# Costa Rica Fishing in March



## kenb (Aug 21, 2015)

I have been a certified observer in the Los Suenos Triple Crown Billfish Tournament the past few years. This year the release numbers were off considerably for the january first leg. Waters too cool resulted in 400 fewer releases last week compared to january 2017. Third legs are in march and the fishing is usually very good for both in and offshore. Where are you fishing out of? I have billfished on fly out of Quepos as well. I would highly recommend any of the "Fly boats"(Geaux Fly, Dragin Fly, Spanish Fly) at Los Suenos.


----------



## Shadowcast (Feb 26, 2008)

We are staying at Los Suenos and looking to book a charter out of there or very nearby. My number 1 desire is to catch a roosterfish.

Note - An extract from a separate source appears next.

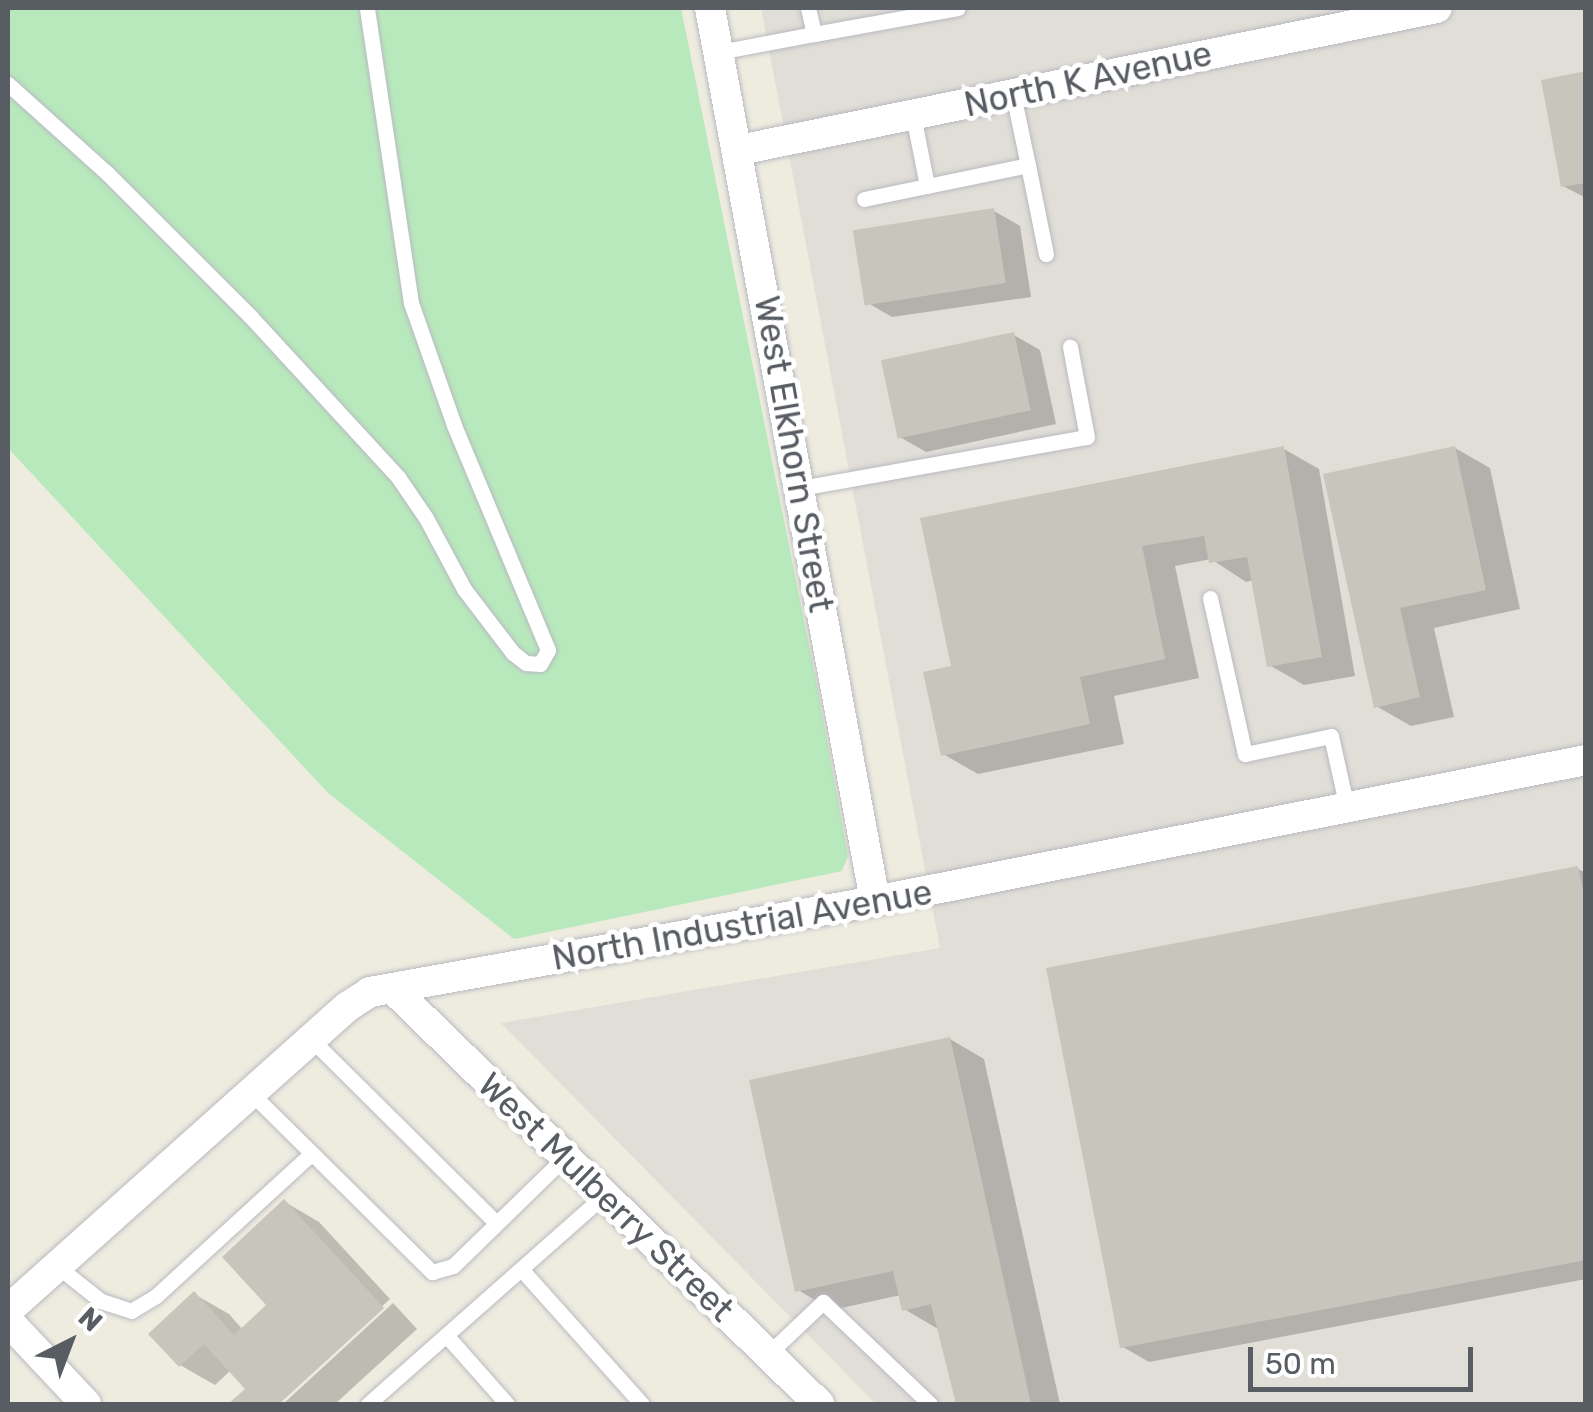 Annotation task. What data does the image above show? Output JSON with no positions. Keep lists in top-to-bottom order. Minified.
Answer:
{"streets":{"street":["North K Avenue","West Elkhorn Street","North Industrial Avenue","West Mulberry Street"]},"crossings":[["North K Avenue","West Elkhorn Street"],["West Elkhorn Street","North Industrial Avenue"],["North Industrial Avenue","West Mulberry Street"]],"scale_bar":"50 m","north":"top right"}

Anything after that is gravy.


----------



## DuckNut (Apr 3, 2009)

Been there and I think any boat can get you on roosters.


----------



## Capttravis (Jun 9, 2016)

We wacked them pretty good last year during March/April... The key was live blue runners... I threw lures until my arm wanted to fall off one day without a bite.. then switched to live runners and we would catch 5-10 a day along with some nice Cuberas, off the rocks on the Island you pass heading offshore... I will text our mate and see if he has a name of a guy for you


----------